Your instructions: Word for word, restate the data that follows, omitting the images.

(Entries taken from a collection)
◇ ◇ ◇ ◇
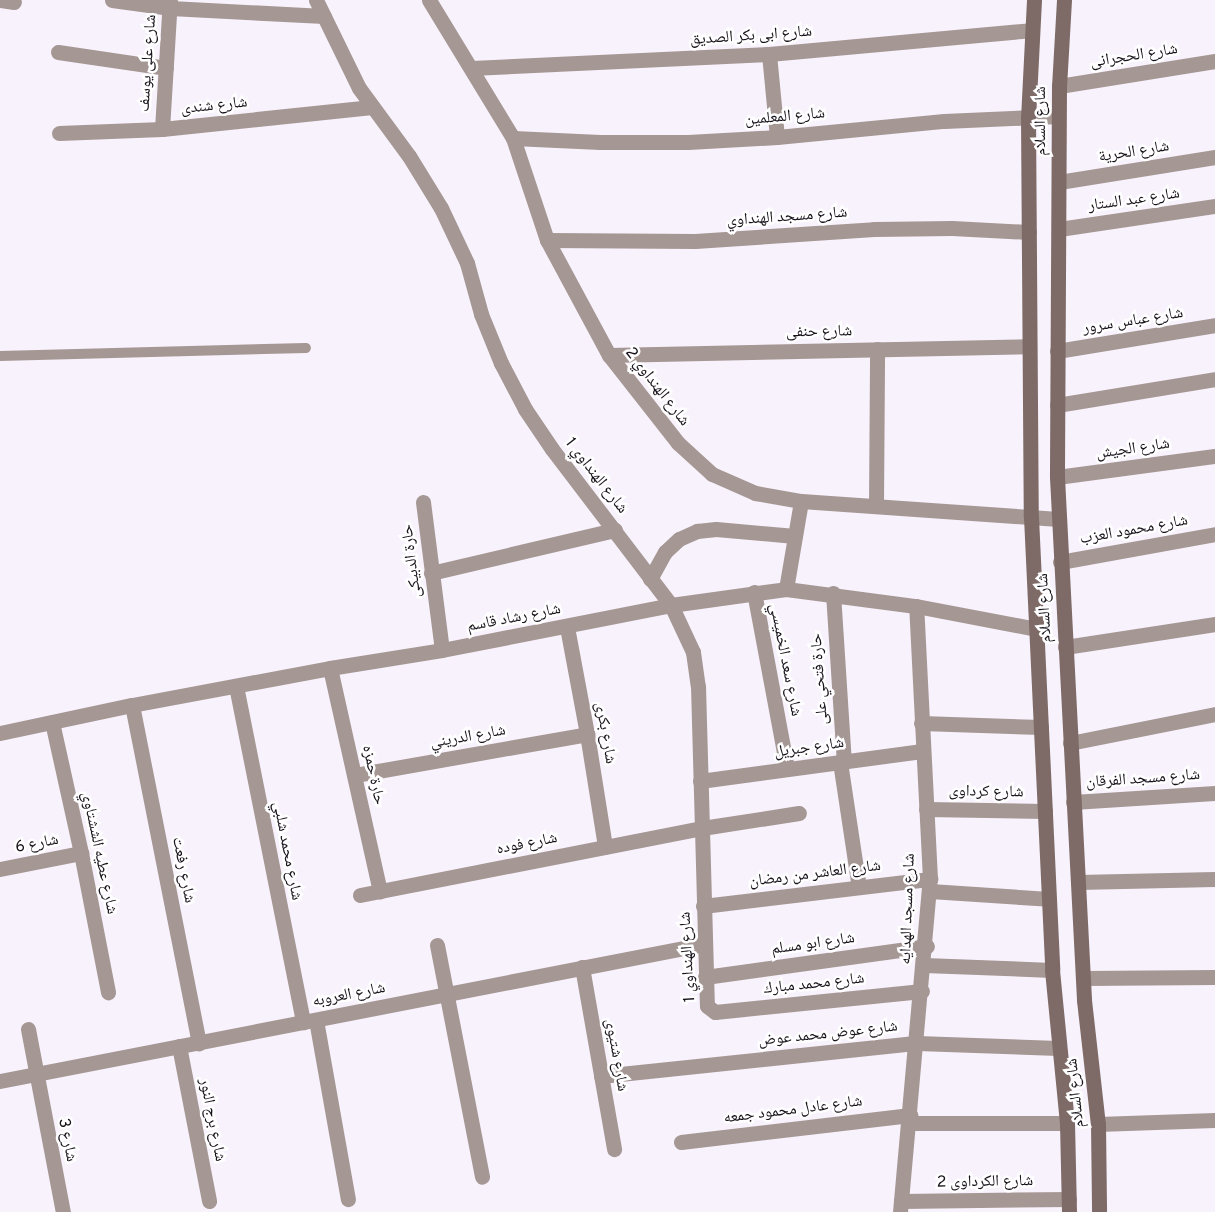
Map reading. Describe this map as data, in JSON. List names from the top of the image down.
{
  "streets": {
    "street": [
      "شارع ابى بكر الصديق",
      "شارع الحجرانى",
      "شارع على يوسف",
      "شارع شندى",
      "شارع المعلمين",
      "شارع السلام",
      "شارع الحرية",
      "شارع عبد الستار",
      "شارع مسجد الهنداوي",
      "شارع عباس سرور",
      "شارع حنفى",
      "شارع الهنداوي 2",
      "شارع الجيش",
      "شارع الهنداوي 1",
      "شارع محمود العزب",
      "حارة الدبيكى",
      "شارع رشاد قاسم",
      "شارع سعد الخميسي",
      "حارة فتحي على",
      "شارع بكرى",
      "شارع الدريني",
      "شارع جبريل",
      "حارة حمزه",
      "شارع مسجد الفرقان",
      "شارع كرداوى",
      "شارع 6",
      "شارع فوده",
      "شارع محمد شلبي",
      "شارع عطيه الششتاوي",
      "شارع رفعت",
      "شارع العاشر من رمضان",
      "شارع مسجد الهدايه",
      "شارع ابو مسلم",
      "شارع محمد مبارك",
      "شارع العروبه",
      "شارع عوض محمد عوض",
      "شارع شتيوى",
      "شارع عادل محمود جمعه",
      "شارع برج النور",
      "شارع 3",
      "شارع الكرداوى 2"
    ]
  },
  "crossings": [
    ["شارع ابى بكر الصديق", "شارع السلام"],
    ["شارع ابى بكر الصديق", "شارع الهنداوي 2"],
    ["شارع الحجرانى", "شارع السلام"],
    ["شارع على يوسف", "شارع شندى"],
    ["شارع شندى", "شارع الهنداوي 1"],
    ["شارع المعلمين", "شارع السلام"],
    ["شارع المعلمين", "شارع الهنداوي 2"],
    ["شارع السلام", "شارع الحرية"],
    ["شارع السلام", "شارع عبد الستار"],
    ["شارع السلام", "شارع مسجد الهنداوي"],
    ["شارع السلام", "شارع عباس سرور"],
    ["شارع السلام", "شارع حنفى"],
    ["شارع السلام", "شارع الهنداوي 2"],
    ["شارع السلام", "شارع الجيش"],
    ["شارع السلام", "شارع محمود العزب"],
    ["شارع السلام", "شارع رشاد قاسم"],
    ["شارع السلام", "شارع مسجد الفرقان"],
    ["شارع السلام", "شارع كرداوى"],
    ["شارع السلام", "شارع العاشر من رمضان"],
    ["شارع السلام", "شارع عوض محمد عوض"],
    ["شارع السلام", "شارع عادل محمود جمعه"],
    ["شارع السلام", "شارع الكرداوى 2"],
    ["شارع مسجد الهنداوي", "شارع الهنداوي 2"],
    ["شارع حنفى", "شارع الهنداوي 2"],
    ["شارع الهنداوي 1", "شارع رشاد قاسم"],
    ["شارع الهنداوي 1", "شارع جبريل"],
    ["شارع الهنداوي 1", "شارع فوده"],
    ["شارع الهنداوي 1", "شارع العاشر من رمضان"],
    ["شارع الهنداوي 1", "شارع ابو مسلم"],
    ["شارع الهنداوي 1", "شارع محمد مبارك"],
    ["شارع الهنداوي 1", "شارع العروبه"],
    ["حارة الدبيكى", "شارع رشاد قاسم"],
    ["شارع رشاد قاسم", "شارع سعد الخميسي"],
    ["شارع رشاد قاسم", "حارة فتحي على"],
    ["شارع رشاد قاسم", "شارع بكرى"],
    ["شارع رشاد قاسم", "حارة حمزه"],
    ["شارع رشاد قاسم", "شارع محمد شلبي"],
    ["شارع رشاد قاسم", "شارع عطيه الششتاوي"],
    ["شارع رشاد قاسم", "شارع رفعت"],
    ["شارع رشاد قاسم", "شارع مسجد الهدايه"],
    ["شارع سعد الخميسي", "شارع جبريل"],
    ["حارة فتحي على", "شارع جبريل"],
    ["حارة فتحي على", "شارع العاشر من رمضان"],
    ["شارع بكرى", "شارع الدريني"],
    ["شارع بكرى", "شارع فوده"],
    ["شارع الدريني", "حارة حمزه"],
    ["شارع جبريل", "شارع مسجد الهدايه"],
    ["حارة حمزه", "شارع فوده"],
    ["شارع كرداوى", "شارع مسجد الهدايه"],
    ["شارع 6", "شارع عطيه الششتاوي"],
    ["شارع محمد شلبي", "شارع العروبه"],
    ["شارع رفعت", "شارع العروبه"],
    ["شارع العاشر من رمضان", "شارع مسجد الهدايه"],
    ["شارع مسجد الهدايه", "شارع ابو مسلم"],
    ["شارع مسجد الهدايه", "شارع محمد مبارك"],
    ["شارع مسجد الهدايه", "شارع عوض محمد عوض"],
    ["شارع مسجد الهدايه", "شارع عادل محمود جمعه"],
    ["شارع مسجد الهدايه", "شارع الكرداوى 2"],
    ["شارع العروبه", "شارع شتيوى"],
    ["شارع العروبه", "شارع برج النور"],
    ["شارع العروبه", "شارع 3"],
    ["شارع عوض محمد عوض", "شارع شتيوى"]
  ]
}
◇ ◇ ◇ ◇
Exercise answer:
Map reading. Describe this map as data, in JSON. List names from the top of the image down.
{
  "streets": {
    "street": [
      "شارع ابى بكر الصديق",
      "شارع الحجرانى",
      "شارع على يوسف",
      "شارع شندى",
      "شارع المعلمين",
      "شارع السلام",
      "شارع الحرية",
      "شارع عبد الستار",
      "شارع مسجد الهنداوي",
      "شارع عباس سرور",
      "شارع حنفى",
      "شارع الهنداوي 2",
      "شارع الجيش",
      "شارع الهنداوي 1",
      "شارع محمود العزب",
      "حارة الدبيكى",
      "شارع رشاد قاسم",
      "شارع سعد الخميسي",
      "حارة فتحي على",
      "شارع بكرى",
      "شارع الدريني",
      "شارع جبريل",
      "حارة حمزه",
      "شارع مسجد الفرقان",
      "شارع كرداوى",
      "شارع 6",
      "شارع فوده",
      "شارع محمد شلبي",
      "شارع عطيه الششتاوي",
      "شارع رفعت",
      "شارع العاشر من رمضان",
      "شارع مسجد الهدايه",
      "شارع ابو مسلم",
      "شارع محمد مبارك",
      "شارع العروبه",
      "شارع عوض محمد عوض",
      "شارع شتيوى",
      "شارع عادل محمود جمعه",
      "شارع برج النور",
      "شارع 3",
      "شارع الكرداوى 2"
    ]
  },
  "crossings": [
    ["شارع ابى بكر الصديق", "شارع السلام"],
    ["شارع ابى بكر الصديق", "شارع الهنداوي 2"],
    ["شارع الحجرانى", "شارع السلام"],
    ["شارع على يوسف", "شارع شندى"],
    ["شارع شندى", "شارع الهنداوي 1"],
    ["شارع المعلمين", "شارع السلام"],
    ["شارع المعلمين", "شارع الهنداوي 2"],
    ["شارع السلام", "شارع الحرية"],
    ["شارع السلام", "شارع عبد الستار"],
    ["شارع السلام", "شارع مسجد الهنداوي"],
    ["شارع السلام", "شارع عباس سرور"],
    ["شارع السلام", "شارع حنفى"],
    ["شارع السلام", "شارع الهنداوي 2"],
    ["شارع السلام", "شارع الجيش"],
    ["شارع السلام", "شارع محمود العزب"],
    ["شارع السلام", "شارع رشاد قاسم"],
    ["شارع السلام", "شارع مسجد الفرقان"],
    ["شارع السلام", "شارع كرداوى"],
    ["شارع السلام", "شارع العاشر من رمضان"],
    ["شارع السلام", "شارع عوض محمد عوض"],
    ["شارع السلام", "شارع عادل محمود جمعه"],
    ["شارع السلام", "شارع الكرداوى 2"],
    ["شارع مسجد الهنداوي", "شارع الهنداوي 2"],
    ["شارع حنفى", "شارع الهنداوي 2"],
    ["شارع الهنداوي 1", "شارع رشاد قاسم"],
    ["شارع الهنداوي 1", "شارع جبريل"],
    ["شارع الهنداوي 1", "شارع فوده"],
    ["شارع الهنداوي 1", "شارع العاشر من رمضان"],
    ["شارع الهنداوي 1", "شارع ابو مسلم"],
    ["شارع الهنداوي 1", "شارع محمد مبارك"],
    ["شارع الهنداوي 1", "شارع العروبه"],
    ["حارة الدبيكى", "شارع رشاد قاسم"],
    ["شارع رشاد قاسم", "شارع سعد الخميسي"],
    ["شارع رشاد قاسم", "حارة فتحي على"],
    ["شارع رشاد قاسم", "شارع بكرى"],
    ["شارع رشاد قاسم", "حارة حمزه"],
    ["شارع رشاد قاسم", "شارع محمد شلبي"],
    ["شارع رشاد قاسم", "شارع عطيه الششتاوي"],
    ["شارع رشاد قاسم", "شارع رفعت"],
    ["شارع رشاد قاسم", "شارع مسجد الهدايه"],
    ["شارع سعد الخميسي", "شارع جبريل"],
    ["حارة فتحي على", "شارع جبريل"],
    ["حارة فتحي على", "شارع العاشر من رمضان"],
    ["شارع بكرى", "شارع الدريني"],
    ["شارع بكرى", "شارع فوده"],
    ["شارع الدريني", "حارة حمزه"],
    ["شارع جبريل", "شارع مسجد الهدايه"],
    ["حارة حمزه", "شارع فوده"],
    ["شارع كرداوى", "شارع مسجد الهدايه"],
    ["شارع 6", "شارع عطيه الششتاوي"],
    ["شارع محمد شلبي", "شارع العروبه"],
    ["شارع رفعت", "شارع العروبه"],
    ["شارع العاشر من رمضان", "شارع مسجد الهدايه"],
    ["شارع مسجد الهدايه", "شارع ابو مسلم"],
    ["شارع مسجد الهدايه", "شارع محمد مبارك"],
    ["شارع مسجد الهدايه", "شارع عوض محمد عوض"],
    ["شارع مسجد الهدايه", "شارع عادل محمود جمعه"],
    ["شارع مسجد الهدايه", "شارع الكرداوى 2"],
    ["شارع العروبه", "شارع شتيوى"],
    ["شارع العروبه", "شارع برج النور"],
    ["شارع العروبه", "شارع 3"],
    ["شارع عوض محمد عوض", "شارع شتيوى"]
  ]
}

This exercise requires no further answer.